The Digital Research Centre for Qualitative Fieldwork
Keeping ahead of the game
By Tracey Mills
MUCEP student Mikaela Dyke uses the Avid Digital Edit Suite to edit Dr. Sharon Roseman’s video on Galicia, Spain. (Photo submitted)
Researchers in the Faculty of Arts involved in fieldwork have access to the latest technology on the market at the Digital Research Centre for Qualitative Fieldwork. Located in Clark Place on Memorial’s St. John’s campus, the centre is a state-of-the-art facility equipped with digital and still cameras, audio recorders, video cameras, a broad range of editing and graphics software and a digital editing suite.
The centre was established about four years ago after a Faculty of Arts group proposal was accepted and granted CFI funding. Additional funding comes from ACOA, Aliant, the Office of the Vice-President (Research) and the Faculty of Arts. The CFI grant proposal, led by Dr. Sharon Roseman, Department of Anthropology, and an interdisciplinary team of faculty members in the Faculty of Arts was initiated because of a lack of basic research infrastructure for fieldwork within the arts disciplines.
“Establishing the centre fulfilled an important need to have updated equipment for fieldwork not only to improve our capabilities in the field, but to preserve older data under the proper conditions,” pointed out Dr. Roseman. “It also allowed us, for the first time ever, to produce Web sites and videos so that we could return our research results to the communities where we work, as well as disseminate it to a wider audience.”
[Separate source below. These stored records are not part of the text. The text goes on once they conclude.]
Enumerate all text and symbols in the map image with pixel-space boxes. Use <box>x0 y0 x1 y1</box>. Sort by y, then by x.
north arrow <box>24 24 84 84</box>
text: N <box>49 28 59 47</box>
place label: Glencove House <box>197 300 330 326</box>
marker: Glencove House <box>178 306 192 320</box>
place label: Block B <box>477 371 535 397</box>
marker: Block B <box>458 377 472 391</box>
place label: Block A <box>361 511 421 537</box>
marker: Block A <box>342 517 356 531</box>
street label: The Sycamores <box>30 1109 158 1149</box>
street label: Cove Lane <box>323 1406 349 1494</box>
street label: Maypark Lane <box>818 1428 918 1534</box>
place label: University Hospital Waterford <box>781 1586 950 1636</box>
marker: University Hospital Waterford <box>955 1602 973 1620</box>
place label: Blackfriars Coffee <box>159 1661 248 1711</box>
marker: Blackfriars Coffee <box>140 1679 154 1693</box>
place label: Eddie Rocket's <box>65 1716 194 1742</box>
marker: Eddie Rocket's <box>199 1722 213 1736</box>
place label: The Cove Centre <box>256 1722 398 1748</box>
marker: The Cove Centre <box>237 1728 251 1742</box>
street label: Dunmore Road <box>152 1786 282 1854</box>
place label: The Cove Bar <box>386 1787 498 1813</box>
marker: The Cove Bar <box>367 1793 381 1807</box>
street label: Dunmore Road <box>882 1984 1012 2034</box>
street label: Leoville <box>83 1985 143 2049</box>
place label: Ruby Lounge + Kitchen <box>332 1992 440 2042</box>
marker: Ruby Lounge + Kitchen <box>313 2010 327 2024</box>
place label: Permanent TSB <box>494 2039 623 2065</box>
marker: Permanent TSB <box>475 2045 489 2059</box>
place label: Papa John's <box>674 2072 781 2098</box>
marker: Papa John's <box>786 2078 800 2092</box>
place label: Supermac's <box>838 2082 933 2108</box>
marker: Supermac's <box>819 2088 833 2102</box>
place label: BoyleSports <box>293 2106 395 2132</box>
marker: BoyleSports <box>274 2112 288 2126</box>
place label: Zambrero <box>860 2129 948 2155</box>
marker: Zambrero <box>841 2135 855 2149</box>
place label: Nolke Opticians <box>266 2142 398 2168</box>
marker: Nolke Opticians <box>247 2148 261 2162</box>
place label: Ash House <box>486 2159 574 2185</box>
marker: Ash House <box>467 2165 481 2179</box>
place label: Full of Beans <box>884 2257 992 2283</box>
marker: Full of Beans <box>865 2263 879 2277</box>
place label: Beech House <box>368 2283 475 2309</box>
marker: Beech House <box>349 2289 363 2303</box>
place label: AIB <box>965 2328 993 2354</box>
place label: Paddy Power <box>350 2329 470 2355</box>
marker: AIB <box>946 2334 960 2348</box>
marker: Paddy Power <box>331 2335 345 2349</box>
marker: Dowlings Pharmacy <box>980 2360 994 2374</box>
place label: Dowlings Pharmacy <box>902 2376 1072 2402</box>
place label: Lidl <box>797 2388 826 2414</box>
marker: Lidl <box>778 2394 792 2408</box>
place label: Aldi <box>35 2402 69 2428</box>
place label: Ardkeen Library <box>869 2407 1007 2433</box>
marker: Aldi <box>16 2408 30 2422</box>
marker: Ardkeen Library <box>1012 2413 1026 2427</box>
Derek Norman is the co-ordinator of the centre and the person responsible for tracking the equipment and applying it where it’s needed the most. Because of his in-depth knowledge of the film industry he’s been involved with the Newfoundland Independent Filmmakers Co-operative for over 30 years as a producer, director and film editor he also trains faculty and student researchers in digital photography, digital video production and editing.
“Another big part of what we do is helping faculty researchers manage information collected a long time ago,” added Mr. Norman. “Some projects were started years ago on reel-to-reel tape or 35mm slides and now we are digitizing them to secure their usability for years to come.”
The centre is open to faculty and graduate students in the Faculty of Arts, with priority for access of equipment going to faculty members. Many departments take advantage of the resources provided to enhance their fieldwork experiences and improve data collection, analysis and dissemination.
Some of the major projects to occur in the centre since it opened its doors have included an ongoing video project with Honorary Research Professor Louis Chiaramonte and Dr. Vince Walsh, Department of Anthropology, examining non-Christian religions in Newfoundland; a DVD video developed by Dr. Julie Brittain, Department of Linguistics, detailing her research project on child language acquisition in the Cree community of Chisasibi in Northern Quebec; and a Cree-Innu dictionary and accompanying teaching and vocabulary CD, a project that is in development with Dr. Marguerite Mackenzie, Department of Linguistics, and Laurel Anne Hasler.
Dr. Roseman has also made extensive use of the centre for her research in Galicia, Spain and particularly in the context of her long-term research in the rural parish of Santiago de Carreira. For the past 16 years, she has been following local grassroots activism as people from this rural area react to the impacts of major economic, political and social changes.
Working in the area of visual anthropology, she uses the digital recording
equipment to gather data in the form of photography and video. Her latest digital
production titled O Santiaguiño de Carreira: The Threads of the Past and
Weaving the Future is a short video detailing the lives of the people of
Santiago de Carreira as they turn to viable economic projects in response to
“Being involved in advocacy research and having such an intimate connection to this place and the people, it is important for me to return my research results to the community,” she said. “Having immediate access to a place like the Digital Research Centre for Qualitative Fieldwork helps me to achieve my long-term research goals.”
Aside from the obvious benefit for researchers involved in fieldwork, there is an important teaching aspect to the centre as well. Mr. Norman mentioned that construction is currently underway to renovate the basement of the building to accompany students from Dr. Denyse Lynde’s diploma program in performance and communications media.
The long-term objectives of the centre are guided by an advisory committee consisting of eight faculty members, a community representative, and a graduate student that meets once a semester. Further plans for this year also include ordering new equipment including digital cameras and camera supports and also increasing the hard drive space on the editing suite.
‘We always have to be looking ahead and keeping on the edge of the technology wave,” said Mr. Norman, pointing to the shift to high definition video. “We try to keep abreast of the upgrades and innovations so we can continue to meet the needs of our clients.
“We need to always remember that we are producing for posterity and therefore have to keep up with the latest advances in technology.”